A government report into the treatment of transgender prisoners has concluded that inmates should be housed according to their gender identity.

The report concluded that “people who are living in a gender different to that of their assigned sex at birth should, as a general presumption, be treated by offender management services according to the gender in which they identify.”

An investigation into how the prison service deals with trans inmates was conducted after a number of cases where trans women had been attacked or self-harmed after being placed in men’s prisons, including Tara Hudson, who reported being treated like “an animal in a zoo” until a wave of public outrage saw her placed in a women’s prison last year.

The findings state: “Clear, reasonable criteria should be applied from the outset for all transgender people who receive a binary (i.e. either a male or female) service from NOMS, where it is required.

“This process should be free from bias, follow a clear, recorded process and be undertaken by staff who have a sound basic awareness of transgender identity, with
access to specialist advice.

“The transgender person must be fully involved with face-to-face assessment and the giving of reasons both orally and in writing.”

Currently, trans women can still be placed in male prisons if they are unable to provide legal recognition of their gender, leading to many who identify as, have lived as, and present as female being placed in the wrong prisons.
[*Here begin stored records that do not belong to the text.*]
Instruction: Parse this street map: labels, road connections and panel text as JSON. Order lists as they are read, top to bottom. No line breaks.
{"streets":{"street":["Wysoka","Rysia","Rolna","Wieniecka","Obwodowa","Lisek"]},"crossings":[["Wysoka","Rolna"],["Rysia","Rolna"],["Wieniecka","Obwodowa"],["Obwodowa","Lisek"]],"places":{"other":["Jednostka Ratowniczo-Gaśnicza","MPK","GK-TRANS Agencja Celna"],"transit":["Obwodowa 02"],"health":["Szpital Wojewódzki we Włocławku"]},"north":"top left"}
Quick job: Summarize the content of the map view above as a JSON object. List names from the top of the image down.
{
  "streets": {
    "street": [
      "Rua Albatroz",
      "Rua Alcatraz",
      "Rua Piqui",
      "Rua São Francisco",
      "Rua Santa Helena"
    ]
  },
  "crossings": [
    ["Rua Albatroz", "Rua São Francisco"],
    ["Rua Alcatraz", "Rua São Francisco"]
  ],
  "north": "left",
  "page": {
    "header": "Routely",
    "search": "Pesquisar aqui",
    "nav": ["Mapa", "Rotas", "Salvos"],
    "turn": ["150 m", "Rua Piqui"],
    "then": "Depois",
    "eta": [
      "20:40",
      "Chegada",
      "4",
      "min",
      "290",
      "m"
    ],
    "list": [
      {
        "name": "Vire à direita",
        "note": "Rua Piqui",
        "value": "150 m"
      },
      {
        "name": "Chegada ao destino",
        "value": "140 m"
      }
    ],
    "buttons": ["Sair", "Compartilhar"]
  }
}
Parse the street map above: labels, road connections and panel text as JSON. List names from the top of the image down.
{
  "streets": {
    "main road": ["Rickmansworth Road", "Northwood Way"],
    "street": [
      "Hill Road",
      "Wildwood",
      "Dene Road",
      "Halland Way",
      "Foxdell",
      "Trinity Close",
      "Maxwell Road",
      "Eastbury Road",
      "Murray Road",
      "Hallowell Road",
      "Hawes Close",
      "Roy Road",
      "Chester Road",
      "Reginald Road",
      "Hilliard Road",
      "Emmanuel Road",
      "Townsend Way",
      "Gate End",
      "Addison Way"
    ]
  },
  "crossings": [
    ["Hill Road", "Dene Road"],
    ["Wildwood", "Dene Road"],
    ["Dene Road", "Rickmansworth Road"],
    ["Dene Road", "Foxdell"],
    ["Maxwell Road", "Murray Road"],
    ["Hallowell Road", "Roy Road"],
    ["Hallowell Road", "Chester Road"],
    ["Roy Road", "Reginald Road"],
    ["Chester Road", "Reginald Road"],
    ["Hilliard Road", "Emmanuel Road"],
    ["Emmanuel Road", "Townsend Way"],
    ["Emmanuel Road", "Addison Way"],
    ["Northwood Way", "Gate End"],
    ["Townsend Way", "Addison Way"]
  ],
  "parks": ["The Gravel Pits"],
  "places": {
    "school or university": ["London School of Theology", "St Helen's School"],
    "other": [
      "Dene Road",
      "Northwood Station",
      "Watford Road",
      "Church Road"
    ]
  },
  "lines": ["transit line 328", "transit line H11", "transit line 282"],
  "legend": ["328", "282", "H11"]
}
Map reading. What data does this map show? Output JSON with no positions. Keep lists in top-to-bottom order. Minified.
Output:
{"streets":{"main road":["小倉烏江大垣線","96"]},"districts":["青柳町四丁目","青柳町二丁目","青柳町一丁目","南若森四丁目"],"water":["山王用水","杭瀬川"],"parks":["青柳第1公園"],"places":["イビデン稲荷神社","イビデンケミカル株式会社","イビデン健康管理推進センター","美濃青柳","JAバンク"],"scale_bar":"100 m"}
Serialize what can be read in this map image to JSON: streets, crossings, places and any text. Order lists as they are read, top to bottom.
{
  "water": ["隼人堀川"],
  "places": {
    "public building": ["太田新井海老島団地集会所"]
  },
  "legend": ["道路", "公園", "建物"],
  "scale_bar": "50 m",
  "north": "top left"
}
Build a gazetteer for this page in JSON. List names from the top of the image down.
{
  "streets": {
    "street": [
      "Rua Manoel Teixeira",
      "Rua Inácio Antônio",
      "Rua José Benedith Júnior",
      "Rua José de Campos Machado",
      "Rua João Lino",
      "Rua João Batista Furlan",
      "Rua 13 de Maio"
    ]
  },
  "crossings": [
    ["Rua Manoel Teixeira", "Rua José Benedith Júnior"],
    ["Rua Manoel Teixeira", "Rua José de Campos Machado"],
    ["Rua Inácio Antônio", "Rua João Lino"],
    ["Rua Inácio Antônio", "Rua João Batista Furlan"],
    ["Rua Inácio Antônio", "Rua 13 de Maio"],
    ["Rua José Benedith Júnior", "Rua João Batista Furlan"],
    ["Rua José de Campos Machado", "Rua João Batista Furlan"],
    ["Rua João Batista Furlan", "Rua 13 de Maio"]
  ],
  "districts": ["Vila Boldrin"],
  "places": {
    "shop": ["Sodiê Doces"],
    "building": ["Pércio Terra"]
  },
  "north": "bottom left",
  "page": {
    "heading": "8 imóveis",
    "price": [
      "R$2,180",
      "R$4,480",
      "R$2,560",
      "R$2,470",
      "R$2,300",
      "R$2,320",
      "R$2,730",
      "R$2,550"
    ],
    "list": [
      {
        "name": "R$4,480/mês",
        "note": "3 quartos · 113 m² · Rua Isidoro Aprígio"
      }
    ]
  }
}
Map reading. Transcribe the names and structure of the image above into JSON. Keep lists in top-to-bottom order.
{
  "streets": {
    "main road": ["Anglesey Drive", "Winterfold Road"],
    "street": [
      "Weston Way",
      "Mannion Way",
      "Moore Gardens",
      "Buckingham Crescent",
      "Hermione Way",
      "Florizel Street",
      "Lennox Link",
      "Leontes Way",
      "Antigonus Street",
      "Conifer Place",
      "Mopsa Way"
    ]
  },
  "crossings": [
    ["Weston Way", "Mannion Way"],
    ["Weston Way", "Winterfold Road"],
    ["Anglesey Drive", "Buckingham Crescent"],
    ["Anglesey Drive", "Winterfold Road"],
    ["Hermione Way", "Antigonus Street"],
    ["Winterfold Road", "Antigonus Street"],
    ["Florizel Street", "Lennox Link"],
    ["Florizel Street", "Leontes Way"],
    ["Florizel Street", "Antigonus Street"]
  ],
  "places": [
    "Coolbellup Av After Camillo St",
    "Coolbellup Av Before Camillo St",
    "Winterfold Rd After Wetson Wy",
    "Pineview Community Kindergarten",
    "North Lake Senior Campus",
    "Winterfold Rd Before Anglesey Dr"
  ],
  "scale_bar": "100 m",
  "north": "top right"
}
But new recommendations would mean officials don’t have to defer to legal gender when it comes to placing trans people.

However, prison decision makers can refuse to place someone in the prison that corresponds to their self-identified gender if there is a “lack of evidence” of their gender identity.

“There will be circumstances when a transgender person’s location cannot be straightforwardly reconciled with their views,” the findings say.

While this caveat still leaves trans people at the mercy of cisgender ideas of what constitutes “evidence” of being trans, the guidelines recommend that “regardless of where prisoners are held, they should be respected in the gender in which they identify, being provided with those items that enable their gender expression.”

Welcoming the report’s findings, the Ministry of Justice said: “It is apparent that the treatment of transgender people in courts, probation and prison services has not kept pace with the development of a more general understanding of the issues surrounding gender in society.”

“Policy in this area needs to evolve and take as its starting presumption a wish to respect someone in the gender in which they identify, once in the care of the criminal justice system.

“Allowing transgender offenders to experience the system in the gender in which they identify will, in the great majority of cases, represent the most humane and safest way to act.”

“We believe it will also assist successful rehabilitation. In the minority of cases where that is not possible, the reasons for departing from this starting presumption must be clear, explicit and made known to the person they affect, especially when it involves assigning someone to a male or female prison.”